Now-a-days, there are many free cloud storage services available on the Internet and these services can be more convenient, when the following problems are solved. The first problem is the limitation of free service such as space limit, file size limit and file type limit. Secondly, different cloud storage services has different functions, thus some users may need to use more than two services simultaneously in order to fulfill their needs. The process of logging on and using multiple services will be very complicated. In addition, incidents such as server down or other internet problems often make users unable to access their data or even worse-to lose all their data (Su and Chang, 2014). So, we propose our demands and related technologies for cloud storage system here.
The digital teaching resources are storied in distributed servers, these servers maybe distributes in different data centers or areas and the distributed character leads that there are probably many differences in server type, operating system type and version. How to deal with heterogeneous of hardware and operating system is the technology issue that must be considered. HDFS was developed on the basis of Java, Java has the characteristic of platform independent and packaged with different platform interfaces. Therefore, HDFS has the same ability to cross platforms, can shield the differences of software and hardware equipment and design the unified client and server programs.

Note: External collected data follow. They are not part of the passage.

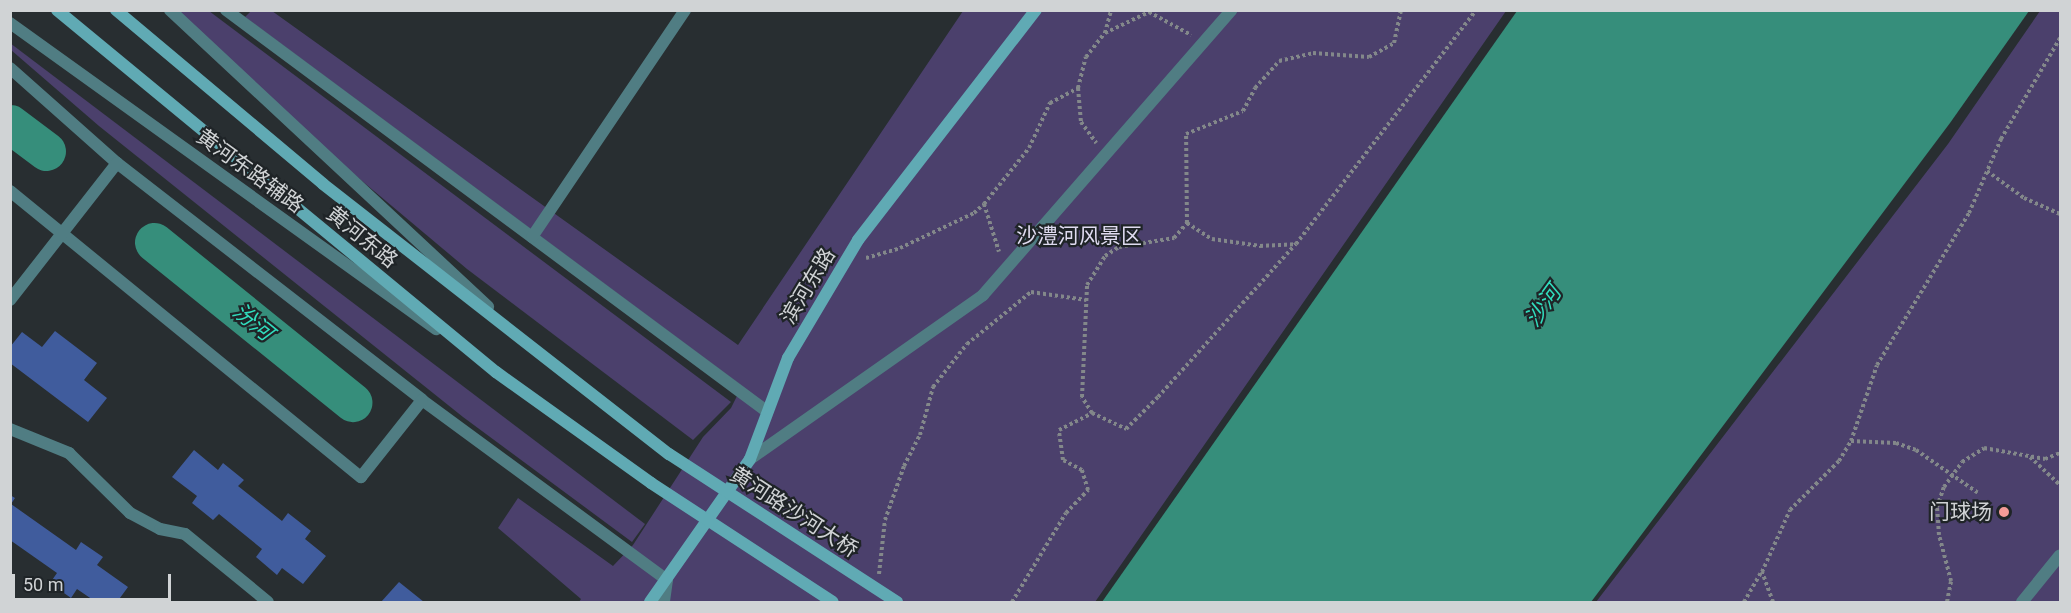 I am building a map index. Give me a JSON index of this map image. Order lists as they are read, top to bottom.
{
  "streets": {
    "main road": ["黄河东路", "滨河东路", "黄河路沙河大桥"],
    "street": ["黄河东路辅路"]
  },
  "crossings": [
    ["黄河东路辅路", "黄河东路"],
    ["黄河东路", "黄河路沙河大桥"]
  ],
  "water": ["沙河", "汾河"],
  "parks": ["沙澧河风景区"],
  "places": ["门球场"],
  "scale_bar": "50 m"
}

The digital teaching resources are widely used in distance education. Distance education involves many disciplines, education resources are very rich and the counts are large. When the amount of data is very large and it cannot be handled by the conventional database management system, then it is called big data. Big data is creating new challenges for the data analyst. There can be three forms of data, structured form, unstructured form and semi structured form (Pal and Agrawal, 2014). The construction goal of massive digital teaching resources management is to regulate huge resources accumulated in a long term, form a large-scale resources pool and realize the effective storage management. After the system of distance education resources management runs, resource storage work should be periodic, high-quality resources produced in a stage will be audited and storied unified. In daily operation, the system takes more work is to read resources. HDFS read and write mechanism is that only one client is allowed to write file and the file will on longer allow modification or writing once it was created, which is called write-one-read-many access model. HDFS performs badly in storing and managing a great number of small files as a result of the great memory occupation of the single Namenode and massive seeks and hopping from datanode to datanode (Zhang et al., 2014). HDFS usually deals with big file (M to T), the file changes are less in demand and the requirements of sequential read and treatment are common. Simple data read-write mechanism simplifies the problem of data consistency and improves the data access throughout. This design idea of HDFS fits the management demands of massive digital teaching resources very well.
Many vendors of commercial cloud storage services do not provide adequate means to secure the cloud from within the cloud infrastructure (Slamanig and Hanser, 2012). The management of massive digital teaching resources must story correctly, read accurately and ensure data integrity. Therefore, the technology supports the system should tolerate faults strongly and handle errors perfectly may appear on soft or hardware. HDFS frame a big cluster, any part in the cluster may be error. HDFS consider hardware error is normal, its core architecture aim is that it can check errors automatically and return to normal. HDFS provide several fault-tolerant mechanisms: The fault-tolerant method of NameNode is to add the number of core data structure copies; heartbeat detection between DataNode and NameNode can find failure data node in time and create new node; ensure the integrity of the text block by detecting the checksum; set time limits to delay the complete of file deletion operation, improve file delete threshold and prevent misoperation that cannot be undone; when load balance is destroyed, data migration among DataNodes can make the cluster reaches new balance. These measures can ensure that when errors occur, the client and server can still provide resource servers normally.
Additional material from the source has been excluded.